▶ **AVAILABLE RECORDS**:
◇ ◇ ◇ ◇ ◇

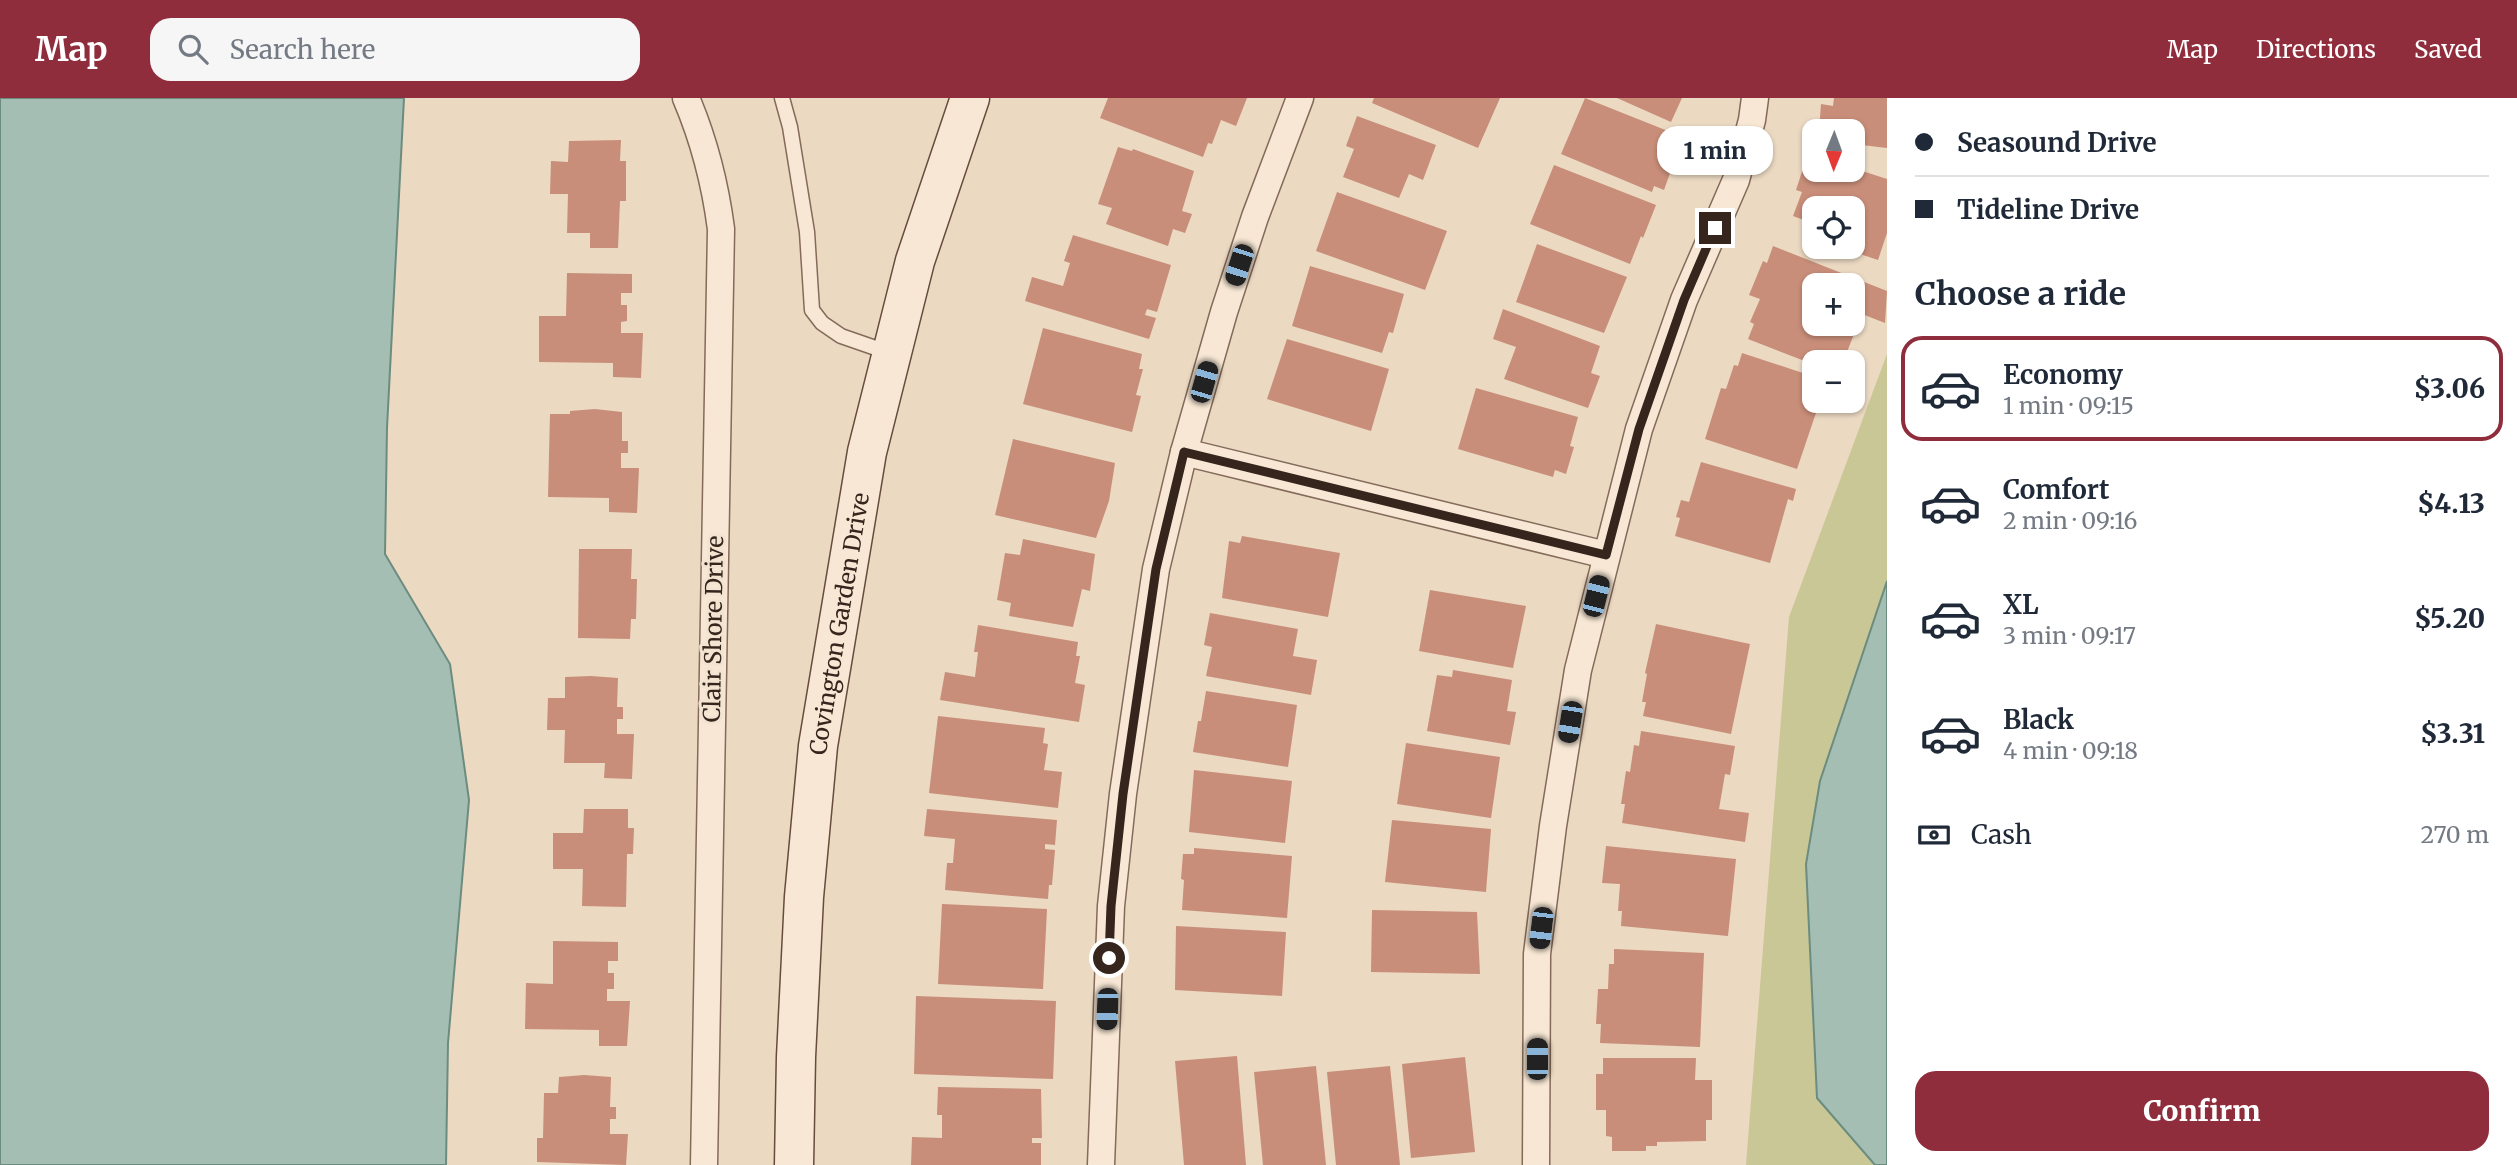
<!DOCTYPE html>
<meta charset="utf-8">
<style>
:root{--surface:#fff;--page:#f6f6f7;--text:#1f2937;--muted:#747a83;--line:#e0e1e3;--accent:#902d3c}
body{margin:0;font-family:Merriweather,serif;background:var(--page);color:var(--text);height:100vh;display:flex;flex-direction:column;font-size:26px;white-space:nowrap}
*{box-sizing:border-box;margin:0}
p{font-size:23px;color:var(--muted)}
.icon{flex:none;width:38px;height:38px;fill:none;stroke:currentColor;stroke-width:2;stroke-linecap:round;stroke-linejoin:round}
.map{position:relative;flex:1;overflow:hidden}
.side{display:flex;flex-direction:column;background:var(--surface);width:630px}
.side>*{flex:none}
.top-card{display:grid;align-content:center;height:154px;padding:0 28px;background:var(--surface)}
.needle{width:46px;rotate:181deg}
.fabs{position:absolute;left:1802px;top:21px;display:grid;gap:14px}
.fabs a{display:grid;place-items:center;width:63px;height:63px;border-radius:14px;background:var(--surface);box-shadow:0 2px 5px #0004;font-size:35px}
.end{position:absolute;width:32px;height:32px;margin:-16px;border:9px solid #35251d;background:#fff;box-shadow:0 0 0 4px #fff}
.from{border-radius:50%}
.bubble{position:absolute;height:49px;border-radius:21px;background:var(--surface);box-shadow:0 2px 5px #0004;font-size:23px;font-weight:800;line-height:49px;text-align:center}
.car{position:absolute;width:21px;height:42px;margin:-21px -10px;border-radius:9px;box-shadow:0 0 5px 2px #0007;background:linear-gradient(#222 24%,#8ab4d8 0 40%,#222 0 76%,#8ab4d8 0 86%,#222 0)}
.top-card b{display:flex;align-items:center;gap:24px;height:66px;font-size:26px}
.top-card b+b{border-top:2px solid var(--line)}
.top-card i{width:18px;height:18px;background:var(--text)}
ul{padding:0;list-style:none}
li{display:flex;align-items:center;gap:21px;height:105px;margin:0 14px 10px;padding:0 14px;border:4px solid transparent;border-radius:21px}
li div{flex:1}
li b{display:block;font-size:26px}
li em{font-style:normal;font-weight:800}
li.selected{border-color:var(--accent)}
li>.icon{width:63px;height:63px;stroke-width:1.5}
h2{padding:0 28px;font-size:32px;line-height:84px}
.pay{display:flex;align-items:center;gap:18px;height:77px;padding:0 28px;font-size:26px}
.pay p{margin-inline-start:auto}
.button{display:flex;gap:14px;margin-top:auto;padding:14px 28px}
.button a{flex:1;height:80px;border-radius:21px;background:var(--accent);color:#fff;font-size:28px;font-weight:800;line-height:80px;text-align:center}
header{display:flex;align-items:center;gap:42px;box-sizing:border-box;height:98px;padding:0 35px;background:var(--accent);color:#fff}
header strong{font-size:33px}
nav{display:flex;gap:38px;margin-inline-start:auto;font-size:24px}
.search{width:490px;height:63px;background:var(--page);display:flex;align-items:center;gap:18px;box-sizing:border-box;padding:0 24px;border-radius:21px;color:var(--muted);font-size:26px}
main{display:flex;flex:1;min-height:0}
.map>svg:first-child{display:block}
</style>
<header>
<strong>Map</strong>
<div class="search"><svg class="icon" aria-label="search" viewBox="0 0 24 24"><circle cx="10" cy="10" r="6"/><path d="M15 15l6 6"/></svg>Search here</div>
<nav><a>Map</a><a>Directions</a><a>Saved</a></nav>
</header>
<main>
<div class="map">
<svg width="1887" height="1067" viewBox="0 0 1887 1067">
<rect width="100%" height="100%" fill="#ebd9c2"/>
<path fill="#c9c796" d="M1887,256V1067H1746L1789,519Z"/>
<g fill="#a4beb3" stroke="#6c8c7f" stroke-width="2">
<path d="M0,0H404L387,330L385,456L450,566L469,702L448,945L446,1067H0Z"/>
<path d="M1887,483V1067H1875L1817,1000L1806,766L1820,683Z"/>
</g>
<g fill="#c88e79" fill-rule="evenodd">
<path d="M1108,0H1247L1236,28L1221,22L1212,46L1208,45L1203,59L1100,20Z"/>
<path d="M1374,0H1500L1478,50L1372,5Z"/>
<path d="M1585,0L1683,39L1664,92L1654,88L1652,94L1561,56Z"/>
<path d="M1617,0H1682L1671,24Z"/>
<path d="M1834,0H1887V50L1853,46V33H1819L1821,6L1833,8Z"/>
<path d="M1357,18L1436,47L1423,82L1409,76L1399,100L1343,79L1354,51L1346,48Z"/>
<path d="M621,42L620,63H626V103H620L618,150H590V135H567L568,96H550L551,63L568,64L569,43Z"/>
<path d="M1118,49L1132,53L1133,51L1194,73L1182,113L1192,116L1185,135L1173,131L1168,148L1106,126L1112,110L1098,106Z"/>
<path d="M1808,55L1815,57V72L1853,70L1887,81V135L1878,162L1839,149H1853V110H1815V141L1804,137L1809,124L1793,118L1802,94L1796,92Z"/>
<path d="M1554,67L1656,107L1643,140L1641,138L1630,166L1530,126Z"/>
<path d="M1337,94L1447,133L1425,192L1316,153Z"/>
<path d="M1073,137L1171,167L1157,214L1147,211L1145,217L1156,220L1149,241L1025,203L1032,179L1063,188L1070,165L1064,163Z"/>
<path d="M1537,146L1627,179L1604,235L1516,204Z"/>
<path d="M1773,148L1887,193L1885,225L1862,216L1843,264H1815V267L1748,241L1754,226L1750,224L1760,201L1749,197L1763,163L1767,165ZM1815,187H1853V226H1815Z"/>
<path d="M1310,168L1404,196L1393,235L1389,234L1382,255L1292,228Z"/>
<path d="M567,175L632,176V195H621V207H627V223L621,224V235H643L641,280L613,279V265L539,264V218H566Z"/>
<path d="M1503,211L1600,248L1591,275L1600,278L1588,310L1504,281L1516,249L1493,241Z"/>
<path d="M1043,230L1142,256L1139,271H1143L1136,297L1141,298L1132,334L1023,306Z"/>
<path d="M1287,241L1389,271L1371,333L1267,301Z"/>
<path d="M1742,255L1815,279V303H1820L1797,371L1705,341L1721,290L1726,291L1734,267L1738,268Z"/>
<path d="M1476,290L1578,319L1570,348L1574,349L1566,376L1555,372L1553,379L1458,351Z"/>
<path d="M595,311L622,314V343H628V355H621V370H639L637,415L609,414V400L548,399L550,316H570V313Z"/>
<path d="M1013,341L1115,365L1109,403L1096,440L995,417Z"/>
<path d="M1701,364L1796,391L1793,403L1788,401L1770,465L1675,438L1680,420L1676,419L1681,402L1689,404Z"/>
<path d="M1242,438L1340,455L1328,519L1222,500L1229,443L1240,445Z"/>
<path d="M1023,441L1095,456L1090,493L1082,491L1073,529L1009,518L1011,505L997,502L1005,455L1020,457Z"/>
<path d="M579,451H632L631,481H637L636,521H631L630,541L578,540Z"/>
<path d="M1430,492L1526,508L1513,570L1419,553Z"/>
<path d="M1210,515L1298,531L1293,558L1317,562L1311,597L1206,578L1212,549L1204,547Z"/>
<path d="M1656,526L1750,546L1731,636L1643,618L1646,604H1642L1647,576L1645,575Z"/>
<path d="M978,527L1078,544L1076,558H1080L1075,585L1085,587L1079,624L940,602L945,574L975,579L978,554H974Z"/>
<path d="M1453,572L1512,582L1507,613L1516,614L1510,647L1427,633L1437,577L1452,579Z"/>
<path d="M591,578L618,580L617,609H623V621H617V636H634L632,681L604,680L605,665H564L565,632H547L548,600H565V579Z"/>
<path d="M1206,593L1297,607L1288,669L1193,654L1198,623H1201Z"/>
<path d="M938,618L1045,630L1043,645L1048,646L1044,672L1062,674L1058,710L929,695Z"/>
<path d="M1641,633L1735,648L1730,677L1725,676L1719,711L1749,715L1745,744L1622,725L1625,706H1621L1626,673L1630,674L1634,647L1639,648Z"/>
<path d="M1406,645L1500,659L1491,720L1397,706Z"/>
<path d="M1194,672L1292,683L1285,745L1189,734Z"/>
<path d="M584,711H628V730H634L633,756H627L626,809L582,808L583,771H553V735H583Z"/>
<path d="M927,711L1057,722L1055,747L1045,746V751L1055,752L1052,787H1049L1048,801L945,792L947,765H953L955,741L924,738Z"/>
<path d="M1392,722L1491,731L1486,794L1385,784Z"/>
<path d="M1606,748L1736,761L1728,838L1621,828L1622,813H1618L1620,786L1602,785Z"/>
<path d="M1194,750L1292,758L1287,820L1182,812L1184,782L1181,781L1183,756H1194Z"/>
<path d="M942,806L1047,811L1043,891L938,886Z"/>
<path d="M1372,812L1477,814L1480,876L1371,874Z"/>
<path d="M1176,828L1286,834L1282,898L1175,892Z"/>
<path d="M553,843L618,844V863H608V875H614V891H607V903H630L627,948H599V932L525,931L526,885L553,886Z"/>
<path d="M1614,851L1704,855L1700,949L1600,945L1601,926H1596L1598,891H1608L1609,866H1614Z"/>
<path d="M916,898L1056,903L1053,981L914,976Z"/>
<path d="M1237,958L1246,1067H1184L1175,963Z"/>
<path d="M1465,959L1475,1054L1411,1060L1402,966Z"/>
<path d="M1603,960H1696L1695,982H1712V1022H1706V1043L1657,1044V1048H1646V1053H1612V1039L1606,1038V1012H1596V976H1603Z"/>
<path d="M1316,968L1326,1067H1263L1254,974Z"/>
<path d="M1390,968L1400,1067H1336L1327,974Z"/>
<path d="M584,977L611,979L610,1009H616V1021H610V1036H628L626,1067L537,1064V1040H543L544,995H558L559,979Z"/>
<path d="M938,989L1041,991L1042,1040H1032V1045H1041V1067H911L912,1039L942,1040V1017H937Z"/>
</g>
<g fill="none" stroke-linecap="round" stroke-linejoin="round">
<defs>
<path id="lane" d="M782,0L790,29L807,134L812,212L822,225L841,238L890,255"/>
<g id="street">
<path d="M686,0C704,42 715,85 721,131L704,1067"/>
<path d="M1184,354L1606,457"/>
<path d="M1101,1067L1111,808L1123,696L1156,471L1184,354L1224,214L1255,119L1300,0"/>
<path d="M1536,1067L1537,856L1553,728L1578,572L1639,331L1684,202L1736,82L1752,22L1755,0"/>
</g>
<g id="secondary">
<path id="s1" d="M794,1067L796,959L804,799L818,648L867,354L915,163L970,0"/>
</g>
</defs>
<use href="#lane" stroke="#846a5a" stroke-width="17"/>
<use href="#street" stroke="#846a5a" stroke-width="29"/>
<use href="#secondary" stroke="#664c3d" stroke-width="41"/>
<use href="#lane" stroke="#f7e7d4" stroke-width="14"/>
<use href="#street" stroke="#f7e7d4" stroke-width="26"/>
<use href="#secondary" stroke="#f7e7d4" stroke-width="38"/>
</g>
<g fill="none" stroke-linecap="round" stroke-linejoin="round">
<path stroke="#35251d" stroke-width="9" d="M1109,860L1111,808L1123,696L1156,471L1184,354L1606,457L1639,331L1684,202L1715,130"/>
</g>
<g text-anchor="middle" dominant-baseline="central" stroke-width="6" stroke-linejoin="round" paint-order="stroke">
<g font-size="23" fill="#35251d" stroke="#f3e4d1">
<text stroke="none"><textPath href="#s1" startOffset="544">Covington Garden Drive</textPath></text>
<text transform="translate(713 531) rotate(-89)">Clair Shore Drive</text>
</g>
</g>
</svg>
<div class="fabs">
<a><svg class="needle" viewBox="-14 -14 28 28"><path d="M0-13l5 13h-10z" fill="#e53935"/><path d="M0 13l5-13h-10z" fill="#747a83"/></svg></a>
<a><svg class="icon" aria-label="locate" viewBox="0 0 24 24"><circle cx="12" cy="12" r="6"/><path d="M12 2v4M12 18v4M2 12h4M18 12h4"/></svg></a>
<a>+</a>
<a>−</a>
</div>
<i class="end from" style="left:1109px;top:860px"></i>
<i class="end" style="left:1715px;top:130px"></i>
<div class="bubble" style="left:1657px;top:28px;width:116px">1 min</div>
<i class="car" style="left:1239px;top:167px;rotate:198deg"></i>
<i class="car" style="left:1204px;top:284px;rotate:16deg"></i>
<i class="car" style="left:1596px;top:498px;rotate:14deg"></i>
<i class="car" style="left:1570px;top:624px;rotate:189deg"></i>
<i class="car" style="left:1541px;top:830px;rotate:187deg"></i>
<i class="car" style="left:1107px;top:911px;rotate:182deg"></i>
<i class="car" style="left:1537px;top:961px;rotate:0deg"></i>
</div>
<section class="side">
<div class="top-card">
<b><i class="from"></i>Seasound Drive</b>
<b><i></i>Tideline Drive</b>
</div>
<h2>Choose a ride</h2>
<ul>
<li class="selected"><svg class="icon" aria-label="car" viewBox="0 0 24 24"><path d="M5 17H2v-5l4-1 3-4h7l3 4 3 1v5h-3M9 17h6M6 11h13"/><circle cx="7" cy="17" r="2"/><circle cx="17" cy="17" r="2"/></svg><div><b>Economy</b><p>1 min · 09:15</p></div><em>$3.06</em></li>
<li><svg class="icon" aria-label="car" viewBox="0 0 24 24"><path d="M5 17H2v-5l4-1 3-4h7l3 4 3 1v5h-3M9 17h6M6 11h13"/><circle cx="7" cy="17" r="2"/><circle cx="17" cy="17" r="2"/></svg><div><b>Comfort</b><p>2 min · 09:16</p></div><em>$4.13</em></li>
<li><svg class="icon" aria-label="car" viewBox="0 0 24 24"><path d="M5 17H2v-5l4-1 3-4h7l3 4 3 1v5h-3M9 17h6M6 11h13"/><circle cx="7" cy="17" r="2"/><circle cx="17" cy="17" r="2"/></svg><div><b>XL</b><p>3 min · 09:17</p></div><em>$5.20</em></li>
<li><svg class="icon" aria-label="car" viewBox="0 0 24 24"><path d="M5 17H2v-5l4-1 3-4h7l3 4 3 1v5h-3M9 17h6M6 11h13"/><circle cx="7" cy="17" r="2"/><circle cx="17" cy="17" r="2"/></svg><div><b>Black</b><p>4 min · 09:18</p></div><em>$3.31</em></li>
</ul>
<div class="pay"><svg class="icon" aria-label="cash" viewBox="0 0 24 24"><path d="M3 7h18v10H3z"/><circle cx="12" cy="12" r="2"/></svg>Cash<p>270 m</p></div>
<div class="button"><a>Confirm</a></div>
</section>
</main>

◇ ◇ ◇ ◇ ◇

▶ **WORK INSTRUCTION**: When the entries above show the word "column" in a line, copy that line out.

▶ **RESULT FOR THIS EXERCISE**:
body{margin:0;font-family:Merriweather,serif;background:var(--page);color:var(--text);height:100vh;display:flex;flex-direction:column;font-size:26px;white-space:nowrap}
.side{display:flex;flex-direction:column;background:var(--surface);width:630px}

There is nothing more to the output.